◆ **Input for this task**
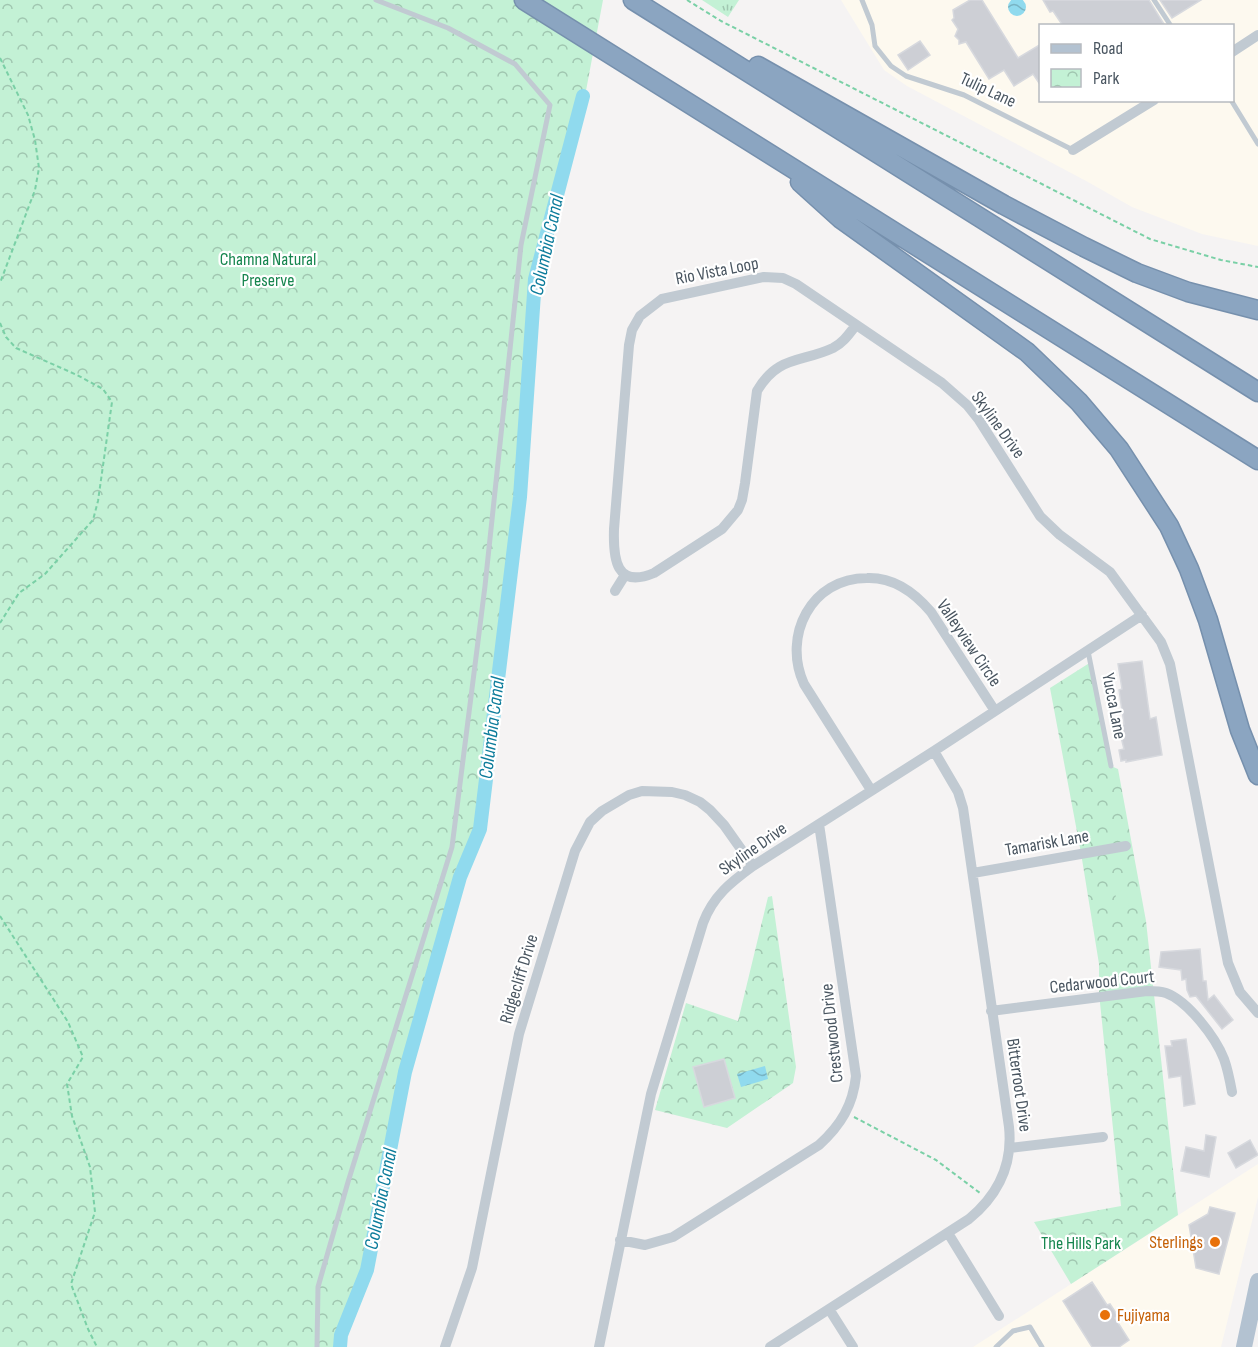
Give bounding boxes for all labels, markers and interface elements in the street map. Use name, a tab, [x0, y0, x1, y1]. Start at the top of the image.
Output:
legend	[1039, 24, 1234, 102]
text: Road	[1093, 38, 1123, 59]
street label: Tulip Lane	[957, 68, 1019, 112]
text: Park	[1093, 68, 1119, 89]
water label: Columbia Canal	[525, 191, 570, 298]
park label: Chamna Natural Preserve	[220, 249, 316, 291]
street label: Rio Vista Loop	[674, 253, 760, 289]
street label: Skyline Drive	[967, 387, 1029, 463]
street label: Valleyview Circle	[932, 596, 1006, 690]
street label: Yucca Lane	[1097, 671, 1131, 741]
water label: Columbia Canal	[474, 674, 510, 780]
street label: Skyline Drive	[715, 818, 791, 880]
street label: Tamarisk Lane	[1003, 825, 1091, 861]
street label: Ridgecliff Drive	[495, 932, 543, 1026]
street label: Cedarwood Court	[1048, 966, 1156, 998]
street label: Crestwood Drive	[816, 982, 848, 1084]
street label: Bitterroot Drive	[1002, 1037, 1036, 1133]
water label: Columbia Canal	[359, 1145, 403, 1252]
place label: Sterlings	[1149, 1232, 1203, 1253]
park label: The Hills Park	[1041, 1233, 1121, 1254]
marker: Sterlings	[1208, 1235, 1222, 1249]
place label: Fujiyama	[1117, 1305, 1170, 1326]
marker: Fujiyama	[1098, 1308, 1112, 1322]

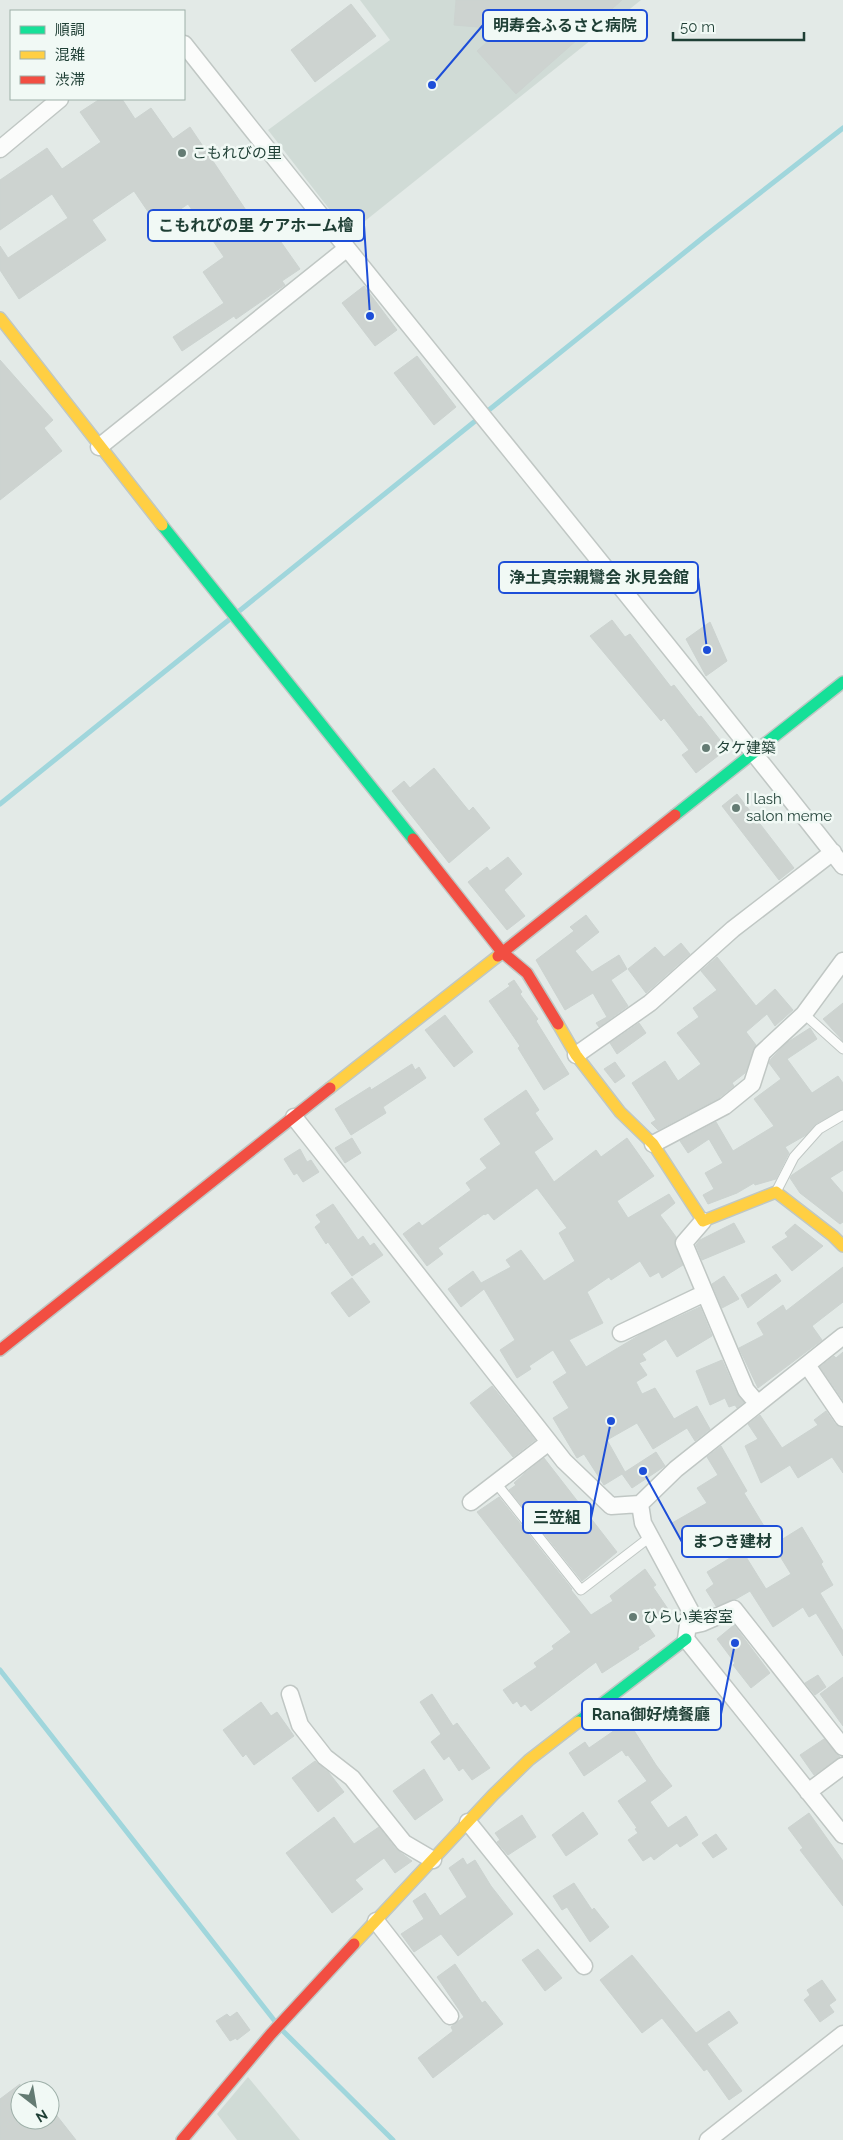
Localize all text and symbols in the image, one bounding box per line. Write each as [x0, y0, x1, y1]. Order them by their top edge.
legend [10, 10, 185, 100]
callout: 明寿会ふるさと病院 [483, 10, 647, 41]
scale bar [673, 10, 804, 42]
text: 明寿会ふるさと病院 [493, 16, 637, 35]
text: 50 m [680, 18, 715, 36]
text: 順調 [55, 21, 85, 39]
text: 混雑 [55, 46, 85, 64]
text: 渋滞 [55, 71, 85, 89]
place label: こもれびの里 [192, 144, 282, 162]
marker: こもれびの里 [176, 147, 188, 159]
callout: こもれびの里 ケアホーム檜 [148, 210, 364, 241]
text: こもれびの里 ケアホーム檜 [158, 216, 354, 235]
callout: 浄土真宗親鸞会 氷見会館 [499, 562, 698, 593]
text: 浄土真宗親鸞会 氷見会館 [509, 568, 689, 587]
place label: タケ建築 [716, 739, 776, 757]
marker: タケ建築 [700, 742, 712, 754]
place label: I lash salon meme [746, 790, 832, 825]
marker: I lash salon meme [730, 802, 742, 814]
callout: 三笠組 [523, 1502, 591, 1533]
text: 三笠組 [533, 1508, 581, 1527]
callout: まつき建材 [682, 1526, 782, 1557]
text: まつき建材 [692, 1532, 772, 1551]
place label: ひらい美容室 [643, 1608, 733, 1626]
marker: ひらい美容室 [627, 1611, 639, 1623]
callout: Rana御好燒餐廳 [582, 1699, 721, 1730]
text: Rana御好燒餐廳 [592, 1705, 710, 1724]
north arrow [10, 2080, 60, 2130]
text: N [33, 2107, 50, 2126]

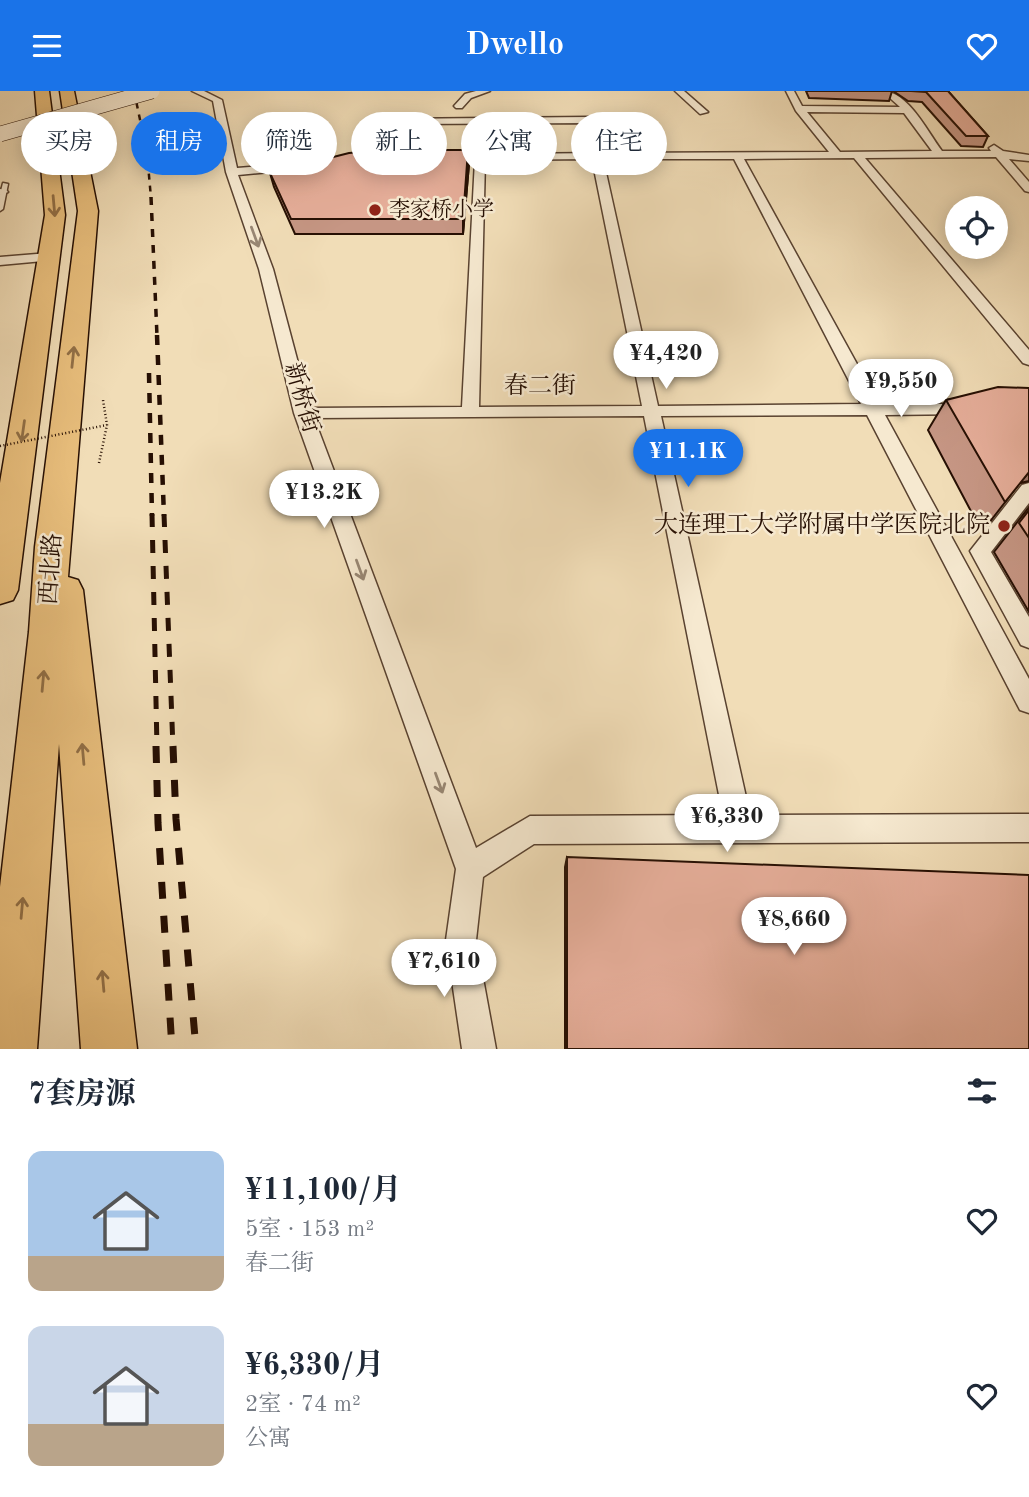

◆ **Task instructions**
Leaving out the pictures, print exactly and only the lines from the one containing "Localize all text" through the last line of the records.

◆ **Result**
Localize all text and symbols in the image, one bounding box per line. Write each as [x0, y0, x1, y1]. Order them by their top edge.
legend [10, 10, 185, 100]
callout: 明寿会ふるさと病院 [483, 10, 647, 41]
scale bar [673, 10, 804, 42]
text: 明寿会ふるさと病院 [493, 16, 637, 35]
text: 50 m [680, 18, 715, 36]
text: 順調 [55, 21, 85, 39]
text: 混雑 [55, 46, 85, 64]
text: 渋滞 [55, 71, 85, 89]
place label: こもれびの里 [192, 144, 282, 162]
marker: こもれびの里 [176, 147, 188, 159]
callout: こもれびの里 ケアホーム檜 [148, 210, 364, 241]
text: こもれびの里 ケアホーム檜 [158, 216, 354, 235]
callout: 浄土真宗親鸞会 氷見会館 [499, 562, 698, 593]
text: 浄土真宗親鸞会 氷見会館 [509, 568, 689, 587]
place label: タケ建築 [716, 739, 776, 757]
marker: タケ建築 [700, 742, 712, 754]
place label: I lash salon meme [746, 790, 832, 825]
marker: I lash salon meme [730, 802, 742, 814]
callout: 三笠組 [523, 1502, 591, 1533]
text: 三笠組 [533, 1508, 581, 1527]
callout: まつき建材 [682, 1526, 782, 1557]
text: まつき建材 [692, 1532, 772, 1551]
place label: ひらい美容室 [643, 1608, 733, 1626]
marker: ひらい美容室 [627, 1611, 639, 1623]
callout: Rana御好燒餐廳 [582, 1699, 721, 1730]
text: Rana御好燒餐廳 [592, 1705, 710, 1724]
north arrow [10, 2080, 60, 2130]
text: N [33, 2107, 50, 2126]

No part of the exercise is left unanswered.